San Francisco DA George Gascon: Working hard for George Soros…

The MacArthur Foundation is a left-wing private organization based in Chiraq. Their focus is mass incarceration and “non-profit” journalism. But don’t let the Wikipedia page fool you – they are as far left as George Soros and his Open Society Foundation.

In fact, The MacArthur Foundation and George Soros have a history, to the surprise of no one.

Back in 2016, Newsbusters reported that The MacArthur Foundation gave grants to 12 non-profit media organizations to support “accurate, in-depth journalism,” but at least eight are well-supported by lefty billionaire George Soros. From their report: “In the next five years, The MacArthur Foundation will give nearly $19 million to groups which have been funded by Soros and another $6 million to other media-related organizations.”

According to American Thinker, ProPublica (the investigative-reporting foundation financed by George Soros) is also financed by The MacArthur Foundation.

So what is the progressive MacArthur Foundation’s solution for overcrowded jails? Release the criminals!

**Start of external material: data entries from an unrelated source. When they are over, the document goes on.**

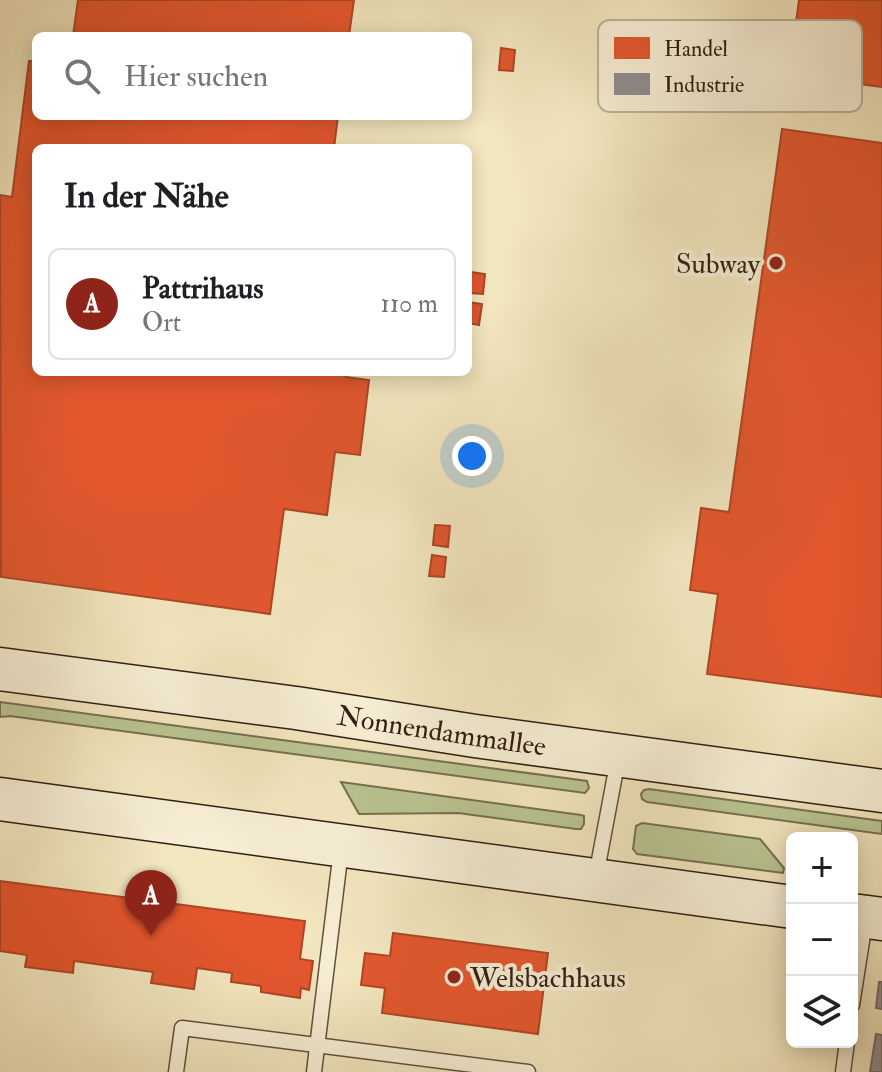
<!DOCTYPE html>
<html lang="de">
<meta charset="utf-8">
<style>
:root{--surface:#fff;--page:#f2f2f2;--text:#202124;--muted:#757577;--line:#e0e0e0;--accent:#8f2418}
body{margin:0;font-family:"IM FELL Double Pica",serif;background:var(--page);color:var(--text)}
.controls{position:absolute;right:24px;bottom:24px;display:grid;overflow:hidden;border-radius:12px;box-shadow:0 4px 20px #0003}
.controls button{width:72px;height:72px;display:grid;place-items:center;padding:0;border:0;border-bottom:2px solid var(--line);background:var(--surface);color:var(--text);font:40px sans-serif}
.you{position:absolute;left:472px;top:456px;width:28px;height:28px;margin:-20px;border:6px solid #fff;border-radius:50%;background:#1a73e8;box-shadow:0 0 0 12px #1a73e833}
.badge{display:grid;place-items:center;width:52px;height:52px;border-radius:50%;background:var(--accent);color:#fff;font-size:26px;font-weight:700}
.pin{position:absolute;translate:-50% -66px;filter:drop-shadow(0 2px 4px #0008)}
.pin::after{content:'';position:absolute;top:42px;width:28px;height:24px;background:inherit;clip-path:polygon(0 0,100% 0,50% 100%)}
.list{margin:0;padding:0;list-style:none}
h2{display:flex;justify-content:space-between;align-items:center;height:104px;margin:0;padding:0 32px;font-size:34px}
h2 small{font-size:26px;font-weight:400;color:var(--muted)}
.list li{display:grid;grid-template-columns:52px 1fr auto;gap:24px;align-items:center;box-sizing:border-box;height:112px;margin:0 16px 16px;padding:0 16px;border:2px solid var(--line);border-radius:12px}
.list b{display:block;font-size:30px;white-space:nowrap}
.list p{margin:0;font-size:26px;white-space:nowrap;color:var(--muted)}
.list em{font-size:26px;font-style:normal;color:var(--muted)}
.icon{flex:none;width:44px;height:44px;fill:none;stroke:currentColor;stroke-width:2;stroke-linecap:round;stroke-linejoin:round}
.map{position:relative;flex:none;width:882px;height:1072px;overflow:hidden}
.search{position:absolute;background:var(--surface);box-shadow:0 4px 20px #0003;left:32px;top:32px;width:440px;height:88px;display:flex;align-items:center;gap:20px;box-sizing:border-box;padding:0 28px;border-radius:12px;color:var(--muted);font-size:30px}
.panel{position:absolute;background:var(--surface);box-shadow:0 4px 20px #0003;left:32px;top:144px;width:440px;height:232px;border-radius:12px}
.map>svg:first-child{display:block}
.green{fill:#bac592;stroke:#767152;stroke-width:2}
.shops{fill:#e4572e;stroke:#ae4626;stroke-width:2}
.industry{fill:#8d8d92;stroke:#716b6c;stroke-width:2}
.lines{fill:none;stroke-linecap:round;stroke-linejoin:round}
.lane-casing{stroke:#62503e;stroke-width:17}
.secondary-casing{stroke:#311d13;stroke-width:45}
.lane{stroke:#f7efd5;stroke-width:14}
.secondary{stroke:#f7efd5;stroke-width:42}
.poi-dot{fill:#8f2418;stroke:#f7efd5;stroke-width:3}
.labels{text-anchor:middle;stroke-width:8;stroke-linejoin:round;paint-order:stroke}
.poi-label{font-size:28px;fill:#311d13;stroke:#f7efd5;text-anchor:end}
.street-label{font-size:28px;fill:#311d13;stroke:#f7efd5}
.key{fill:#f7efd5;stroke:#bcb09b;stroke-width:2}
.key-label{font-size:22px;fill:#311d13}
</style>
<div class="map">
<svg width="882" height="1072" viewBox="0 0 882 1072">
<rect width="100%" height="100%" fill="#f3e7bf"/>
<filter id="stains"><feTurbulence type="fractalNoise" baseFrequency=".0025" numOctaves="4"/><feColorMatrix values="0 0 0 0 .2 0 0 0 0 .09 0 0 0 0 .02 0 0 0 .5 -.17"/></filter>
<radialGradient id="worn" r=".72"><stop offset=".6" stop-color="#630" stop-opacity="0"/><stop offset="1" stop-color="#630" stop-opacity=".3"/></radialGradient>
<g class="green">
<polygon points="0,702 587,781 589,788 585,793 10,716 0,717"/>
<polygon points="341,782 581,815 584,816 584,824 581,829 576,829 458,813 359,814"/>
<polygon points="649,789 882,821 882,834 647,802 642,799 641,794 644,790"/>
<polygon points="642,823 760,839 784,868 783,873 637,854 633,849 636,826"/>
</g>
<g class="shops">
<polygon points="78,0 354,0 349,36 73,36"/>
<polygon points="799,0 882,0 882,87 789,75"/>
<polygon points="501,48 515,50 513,71 499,70"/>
<polygon points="29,61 36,61 36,116 338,116 334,148 36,148 36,372 346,372 346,377 369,380 360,455 335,452 327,515 284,509 270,614 1,577 0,195 12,197"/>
<polygon points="782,129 882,143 882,697 707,674 718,594 690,590 701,508 729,512"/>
<polygon points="471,272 485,274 483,294 469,293"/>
<polygon points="468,302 482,304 479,325 468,323"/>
<polygon points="435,525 450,526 448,547 433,545"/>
<polygon points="432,555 446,557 444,577 429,576"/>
<polygon points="0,881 305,921 300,959 313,961 309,990 301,988 300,998 261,992 261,986 231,982 232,973 197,968 194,989 151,983 153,972 74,961 73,973 25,967 27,955 0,951"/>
<polygon points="393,933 548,953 538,1034 382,1013 385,988 361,985 365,953 390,956"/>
</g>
<g class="industry">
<polygon points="879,982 882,982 882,1009 876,1008"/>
<polygon points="876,1034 882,1035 882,1072 870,1072"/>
</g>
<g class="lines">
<g class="lane-casing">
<g id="lane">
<polyline points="596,876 618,759"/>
<polyline points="852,1005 865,922"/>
<polyline points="176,1072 182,1028 528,1072"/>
<polyline points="314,1072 341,850"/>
<polyline points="843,1072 847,1042"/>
</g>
</g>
<g class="secondary-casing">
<g id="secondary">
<path id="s1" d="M0,669L296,708L475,736L882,791"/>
<polyline points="0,799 792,907"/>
<polyline points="852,915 882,919"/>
</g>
</g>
<use href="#lane" class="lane"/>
<use href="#secondary" class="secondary"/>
</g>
<g class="poi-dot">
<circle cx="776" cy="263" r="8"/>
<circle cx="454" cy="977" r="8"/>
</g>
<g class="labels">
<g class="poi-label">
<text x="760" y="273">Subway</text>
<text x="470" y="987" text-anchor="start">Welsbachhaus</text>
</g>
<g class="street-label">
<text dy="10" stroke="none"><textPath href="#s1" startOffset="446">Nonnendammallee</textPath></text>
</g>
</g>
<rect x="598" y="20" width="264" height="92" rx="12" class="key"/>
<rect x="614" y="37" width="36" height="22" fill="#e4572e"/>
<rect x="614" y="73" width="36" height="22" fill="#8d8d92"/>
<g class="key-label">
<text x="664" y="56">Handel</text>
<text x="664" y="92">Industrie</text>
</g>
<rect width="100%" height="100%" filter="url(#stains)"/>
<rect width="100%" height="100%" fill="url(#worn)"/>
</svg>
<div class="controls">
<button>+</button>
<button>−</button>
<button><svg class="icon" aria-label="layers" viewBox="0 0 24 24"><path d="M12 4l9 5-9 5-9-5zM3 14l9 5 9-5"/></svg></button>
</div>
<div class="you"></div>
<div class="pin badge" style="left:151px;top:936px">A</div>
<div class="search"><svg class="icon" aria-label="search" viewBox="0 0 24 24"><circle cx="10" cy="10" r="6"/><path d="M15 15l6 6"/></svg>Hier suchen</div>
<section class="panel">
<h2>In der Nähe<small></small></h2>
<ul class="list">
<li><span class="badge">A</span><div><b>Pattrihaus</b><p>Ort</p></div><em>110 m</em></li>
</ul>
</section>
</div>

SF Chronicle reports that the San Francisco district attorney’s office received a $2 million grant from the MacArthur Foundation that it will use in a bid to reduce the city’s inmate population and wipe out a looming need for a new city jail over the next two years, officials said Tuesday.

More from their report:

“District Attorney George Gascón outlined a plan in which his office will collaborate with experts and other criminal justice agencies to expedite cases, analyze outcomes and reduce recidivism. A focus of the reforms, Gascón said, will be inmates whose repeated troubles trace to mental illness and addiction. The goal is to reduce the jail population — which generally hovers around 1,250 — by 16 percent in two years.

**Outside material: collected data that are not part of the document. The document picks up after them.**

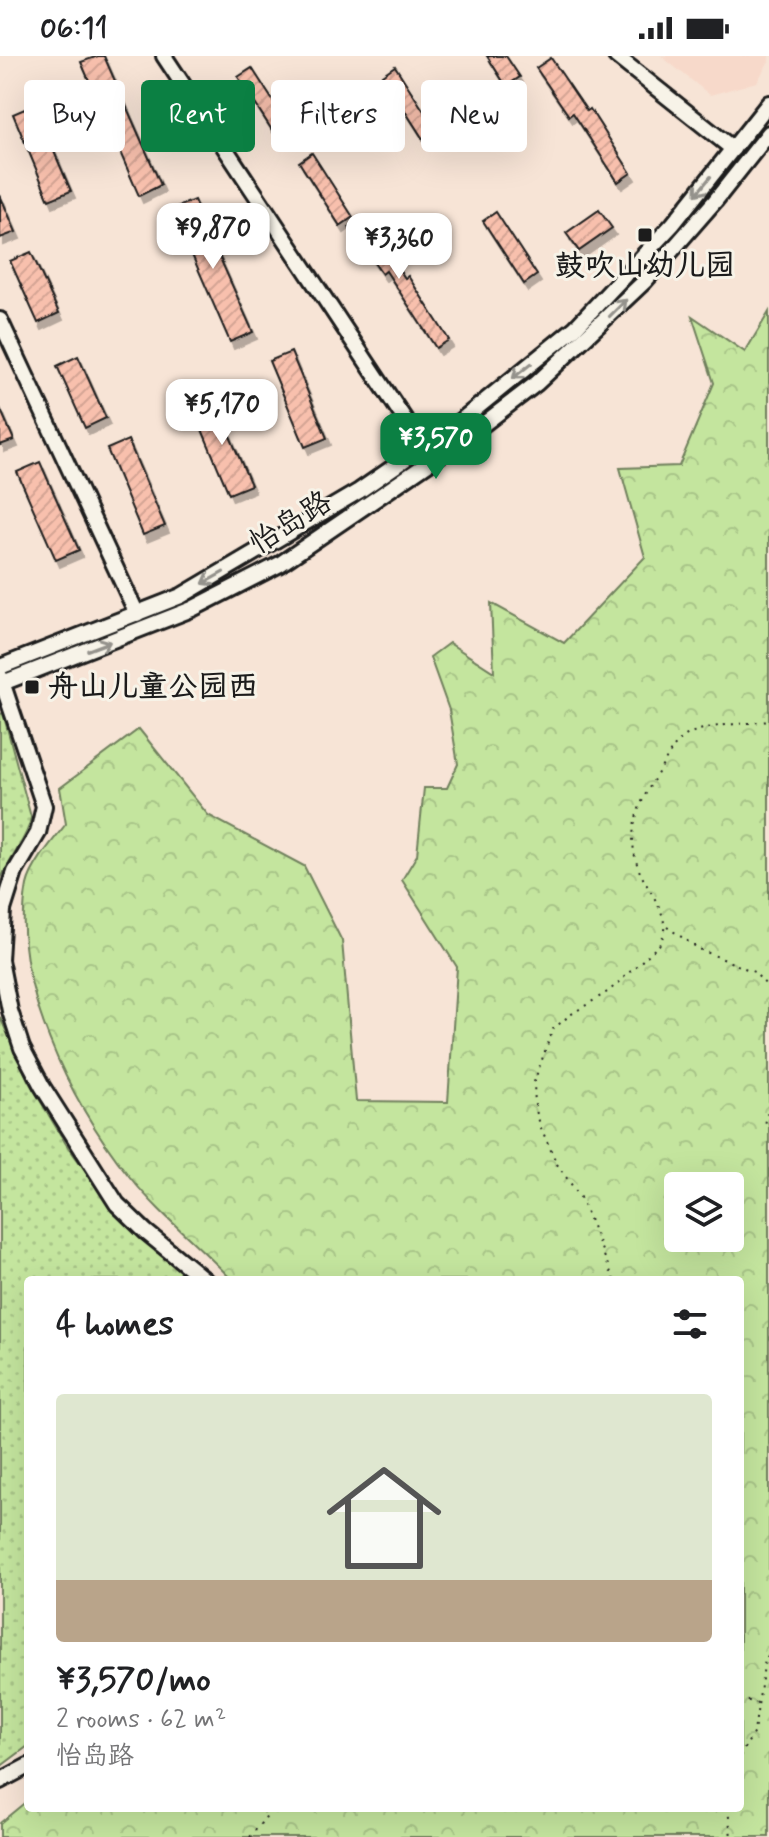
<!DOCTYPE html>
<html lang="en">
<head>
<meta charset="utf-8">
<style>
	:root { --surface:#fff; --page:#f2f2f2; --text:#202124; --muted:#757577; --line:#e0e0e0; --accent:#0b8043 }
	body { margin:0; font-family:Mynerve,"LXGW WenKai TC",sans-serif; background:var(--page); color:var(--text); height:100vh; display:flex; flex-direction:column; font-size:30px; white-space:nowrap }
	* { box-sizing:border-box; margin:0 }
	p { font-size:26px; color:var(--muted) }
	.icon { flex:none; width:44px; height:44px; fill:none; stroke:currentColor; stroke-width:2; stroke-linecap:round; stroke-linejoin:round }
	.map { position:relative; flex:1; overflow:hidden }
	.drawer { position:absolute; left:24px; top:1220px; width:720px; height:536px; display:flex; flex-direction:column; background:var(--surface); border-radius:8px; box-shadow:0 8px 32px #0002 }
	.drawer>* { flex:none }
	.banner { position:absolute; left:24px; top:24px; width:722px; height:72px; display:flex; gap:16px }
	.controls { position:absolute; left:664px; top:1116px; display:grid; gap:16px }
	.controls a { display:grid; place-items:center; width:80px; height:80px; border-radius:8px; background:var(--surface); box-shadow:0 8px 32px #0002; font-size:40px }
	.price { position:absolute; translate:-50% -68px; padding:0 18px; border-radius:16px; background:#fff; color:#222; font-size:26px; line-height:52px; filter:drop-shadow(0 2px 4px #0008) }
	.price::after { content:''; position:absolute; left:50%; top:48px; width:24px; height:18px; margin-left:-12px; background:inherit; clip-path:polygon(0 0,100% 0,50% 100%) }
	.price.on { background:var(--accent); color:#fff }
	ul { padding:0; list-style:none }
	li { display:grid; align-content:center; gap:16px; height:424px; padding:0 32px }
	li+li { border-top:2px solid var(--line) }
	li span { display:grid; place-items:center; height:248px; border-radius:8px; color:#555 }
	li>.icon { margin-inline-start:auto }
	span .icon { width:144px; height:144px; fill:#fffc; stroke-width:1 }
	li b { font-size:34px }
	h2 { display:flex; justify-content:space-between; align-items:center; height:96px; padding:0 32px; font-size:34px }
	.tag { padding:0 28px; border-radius:8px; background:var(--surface); box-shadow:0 8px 32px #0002; font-size:28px; line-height:72px }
	.tag.on { background:var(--accent); color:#fff }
	.status { display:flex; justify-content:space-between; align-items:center; height:56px; padding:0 40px; background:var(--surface); direction:ltr }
	.status svg { height:22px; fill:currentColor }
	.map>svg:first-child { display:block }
</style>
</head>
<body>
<div class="status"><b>06:11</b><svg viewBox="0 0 49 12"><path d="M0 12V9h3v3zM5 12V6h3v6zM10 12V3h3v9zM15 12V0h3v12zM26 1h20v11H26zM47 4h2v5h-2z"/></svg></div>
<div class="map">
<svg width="769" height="1781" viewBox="0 0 769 1781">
	<defs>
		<pattern id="forest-crowns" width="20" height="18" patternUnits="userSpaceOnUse" patternTransform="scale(2)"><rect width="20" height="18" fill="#c4e59e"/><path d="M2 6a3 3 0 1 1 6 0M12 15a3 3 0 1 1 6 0" fill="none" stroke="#a8c488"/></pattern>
		<pattern id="park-dots" width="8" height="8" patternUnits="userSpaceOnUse" patternTransform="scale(2)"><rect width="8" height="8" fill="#c4e59e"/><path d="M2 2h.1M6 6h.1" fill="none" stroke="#a8c488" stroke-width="1.8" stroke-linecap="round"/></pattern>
		<pattern id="building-hatch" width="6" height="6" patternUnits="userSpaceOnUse" patternTransform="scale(2)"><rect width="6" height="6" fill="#f8c0ad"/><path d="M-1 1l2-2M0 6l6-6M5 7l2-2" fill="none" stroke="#d4a494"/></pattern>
		<filter id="shadow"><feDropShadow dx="4" dy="7" stdDeviation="0" flood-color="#0004"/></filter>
	</defs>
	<rect width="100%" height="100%" fill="#f7e4d6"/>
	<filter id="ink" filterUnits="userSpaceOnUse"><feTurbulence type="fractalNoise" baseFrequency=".0125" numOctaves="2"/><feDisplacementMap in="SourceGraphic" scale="16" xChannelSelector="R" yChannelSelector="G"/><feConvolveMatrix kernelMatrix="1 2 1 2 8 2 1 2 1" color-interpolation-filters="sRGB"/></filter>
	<g filter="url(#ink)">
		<polygon fill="#f7d9ca" points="661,0 769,0 769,5 757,26 710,39"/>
		<path fill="url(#forest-crowns)" stroke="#70805d" stroke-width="2" fill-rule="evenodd" d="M769,256V1781H0V1767L28,1744V1752H740V1224H232C199,1189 159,1158 129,1120C71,1047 9,925 27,829C31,810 54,783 66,768L60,732L139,673L208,759L304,810L342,885L356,1045L448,1046L457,911L402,824L417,799L424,732H447L458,708L449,654L430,601L449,587L494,616L491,547L564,587L645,501L620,412L679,410L714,327L692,260L745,296ZM678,1130H730V1182H678Z"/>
		<g fill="url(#park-dots)" stroke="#70805d" stroke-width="2">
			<path d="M3,657L31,761C29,779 8,806 0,824V658Z"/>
			<polygon points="0,961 28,1024 66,1088 112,1151 128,1170 196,1224 28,1224 28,1690 0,1711"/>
		</g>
		<g fill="url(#building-hatch)" stroke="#1c1c1c" stroke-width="2" filter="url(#shadow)">
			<polygon points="98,0 104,0 161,129 139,140 81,6"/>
			<polygon points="487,0 506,0 520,21 506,30"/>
			<polygon points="551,2 587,55 590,53 631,117 618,126 573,57 569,60 536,12"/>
			<polygon points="395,10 436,74 423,83 382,19"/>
			<polygon points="252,12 293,76 279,85 238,21"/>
			<polygon points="34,49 71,135 49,144 13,58"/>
			<polygon points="312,97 353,161 340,170 299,106"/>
			<polygon points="0,139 16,176 0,182"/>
			<polygon points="194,144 253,276 230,286 172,153"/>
			<polygon points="599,154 612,172 579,195 566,177"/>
			<polygon points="496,156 537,219 524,228 483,165"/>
			<polygon points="363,161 405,222 408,220 449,284 436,292 386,215 382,218 349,171"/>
			<polygon points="31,196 59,257 38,267 10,205"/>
			<polygon points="291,296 327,382 305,391 269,305"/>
			<polygon points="78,300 106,362 85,372 57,310"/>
			<polygon points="214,343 251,429 229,438 193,352"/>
			<polygon points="0,352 14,384 0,389"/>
			<polygon points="128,384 165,470 143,479 107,393"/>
			<polygon points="40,406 79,494 56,504 17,416"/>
		</g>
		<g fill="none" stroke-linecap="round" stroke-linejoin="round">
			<defs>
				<g id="minor">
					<polyline points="164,0 423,391"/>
					<polyline points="616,0 733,93"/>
					<polyline points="0,264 137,558"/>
					<polyline points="0,611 181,540 359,435 463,363 575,272 673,168 769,47"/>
					<polyline points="0,620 44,750 38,777 15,816 3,854 0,904 10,955 22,992 42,1030 117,1148 146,1176 205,1224"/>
					<polyline points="0,628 192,553 280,508 468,380 537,327 645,225 715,145 769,77"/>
					<polyline points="0,1725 28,1710"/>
				</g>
			</defs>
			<use href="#minor" stroke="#1c1c1c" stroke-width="20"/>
			<g stroke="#1c1c1c" stroke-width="2" stroke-dasharray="2 6" stroke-linecap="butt">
				<polyline points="667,871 699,893 754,916 769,932"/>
				<polyline points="769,1049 765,1069 769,1067"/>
				<path d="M614,1224L580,1141L557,1108L541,1072L535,1051L534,1026L553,973L570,959L609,935L659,889C676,861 647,837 638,811C624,771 642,742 663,709C670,696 677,683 691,677C711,668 746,668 769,665"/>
				<polyline points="740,1643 758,1647"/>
				<polyline points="740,1700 754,1676 765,1603 769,1599"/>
				<polyline points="728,1752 731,1781"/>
				<polyline points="250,1781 273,1752"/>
			</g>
			<use href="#minor" stroke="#f7f3e8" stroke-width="14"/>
		</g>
		<defs><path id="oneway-shaft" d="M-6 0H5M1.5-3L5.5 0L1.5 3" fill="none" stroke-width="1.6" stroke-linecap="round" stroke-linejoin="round" transform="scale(2)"/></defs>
		<g stroke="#94928c">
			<use href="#oneway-shaft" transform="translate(703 130) rotate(129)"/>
			<use href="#oneway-shaft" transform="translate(618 252) rotate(-45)"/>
			<use href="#oneway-shaft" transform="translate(522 315) rotate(141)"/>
			<use href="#oneway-shaft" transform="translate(213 522) rotate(151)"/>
			<use href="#oneway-shaft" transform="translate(99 590) rotate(-21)"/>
		</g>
	</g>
	<g fill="#1c1c1c" stroke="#f7f3e8" stroke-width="3">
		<rect x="637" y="171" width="16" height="16" rx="4"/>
		<rect x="24" y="623" width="16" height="16" rx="4"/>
	</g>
	<g text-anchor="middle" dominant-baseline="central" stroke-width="6" stroke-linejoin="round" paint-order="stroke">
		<g font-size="30" font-weight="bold" fill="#1c1c1c" stroke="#f7f3e8">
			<text x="645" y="210">鼓吹山幼儿园</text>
			<text x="48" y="631" text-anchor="start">舟山儿童公园西</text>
		</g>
		<g font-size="30" fill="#1c1c1c" stroke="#f7f3e8">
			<text transform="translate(291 467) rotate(-32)">怡岛路</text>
		</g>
	</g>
</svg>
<div class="controls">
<a><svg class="icon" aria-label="layers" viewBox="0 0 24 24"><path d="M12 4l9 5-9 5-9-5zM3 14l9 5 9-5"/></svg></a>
</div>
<b class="price" style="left:213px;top:215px">¥9,870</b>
<b class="price" style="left:399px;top:225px">¥3,360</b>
<b class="price" style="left:222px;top:391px">¥5,170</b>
<b class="price on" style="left:436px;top:425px">¥3,570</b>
<div class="banner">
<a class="tag">Buy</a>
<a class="tag on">Rent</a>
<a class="tag">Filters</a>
<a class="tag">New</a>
</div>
<section class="drawer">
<h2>4 homes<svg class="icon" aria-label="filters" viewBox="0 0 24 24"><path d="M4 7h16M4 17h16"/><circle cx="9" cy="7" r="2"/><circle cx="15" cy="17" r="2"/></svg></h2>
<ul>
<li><span style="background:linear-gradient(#dfe7d0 75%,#b9a48a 0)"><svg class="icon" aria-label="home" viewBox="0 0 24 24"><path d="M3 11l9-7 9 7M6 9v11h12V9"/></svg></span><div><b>¥3,570/mo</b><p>2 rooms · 62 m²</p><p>怡岛路</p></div></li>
</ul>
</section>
</div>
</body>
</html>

“What we’re doing today hasn’t worked for a long time,” Gascón said. “So this is really a down payment on the creation of a blueprint to take us into the 21st century.”

The effort comes as lawmakers work to reduce the city’s jail population after the Board of Supervisors in 2015 voted not to allocate $215 million for a project to begin replacing the run-down jail at the Hall of Justice. County Jail No. 4 is seismically unsafe and has no room for many programs provided to inmates at other city facilities.

Instead of building a new jail, city leaders in 2016 created a 39-member working group tasked with identifying and funding programs designed to reduce what are known as occupied bed days. According to estimates, San Francisco must reduce bed days by 83,220 a year to close County Jail No. 4.

The group has a hearing at the Board of Supervisors Public Safety and Neighborhood Services Committee on Wednesday.

Even as the city has funded new departments to chip away at the jail population, and as recent bail-reform efforts prompt more inmates to be released before trial, the jails have not significantly thinned. That’s because most of the recent programs target lower-level offenders, and inmates who spend 15 days or less in jail occupy only about 3 percent of all bed days, said a report this year by the city Controller’s Office. Inmates who spend 180 days or more in jail take up about 78 percent of bed days, the report found.

Gascón, who has opposed building a new jail, hopes the approach funded by the MacArthur Foundation grant can reduce the jail population enough to close County Jail No. 4.

“We have done a lot of things, but we’re still basically in the same place that we were three years ago,” he said.

The grant will fund services for inmates, a policy analyst for San Francisco Superior Court, and another analyst to study who is in custody. The district attorney’s office will bring in experts to collect data and identify ways to reduce the jail population.

“We still have a recurring problem and it’s our high recidivism rate,” Gascón said. We have the same people coming in and out. That’s a system failure.”

Around 40 percent of the jail population receives psychiatric treatment and 15 percent suffer from a serious mental illness, according to the city legislative analyst’s office. Even so, people in custody wait 120 days on average for a bed in a community-based residential treatment program — more than five times the wait in the community, said Tara Anderson, director of policy at the district attorney’s office.

“If we can expedite people to treatment and expedite their case through the system, we shorten lengths of stay and simultaneously reduce the number of times someone is coming into custody,” she said.”

Read the whole story here.

I love how they assume that once out of jail, mentally-ill criminals will show up to scheduled psychiatric treatment appointments.

Just what the city of San Francisco needs: More mentally ill and addicted folks roaming the streets! Brilliant solution, proggies.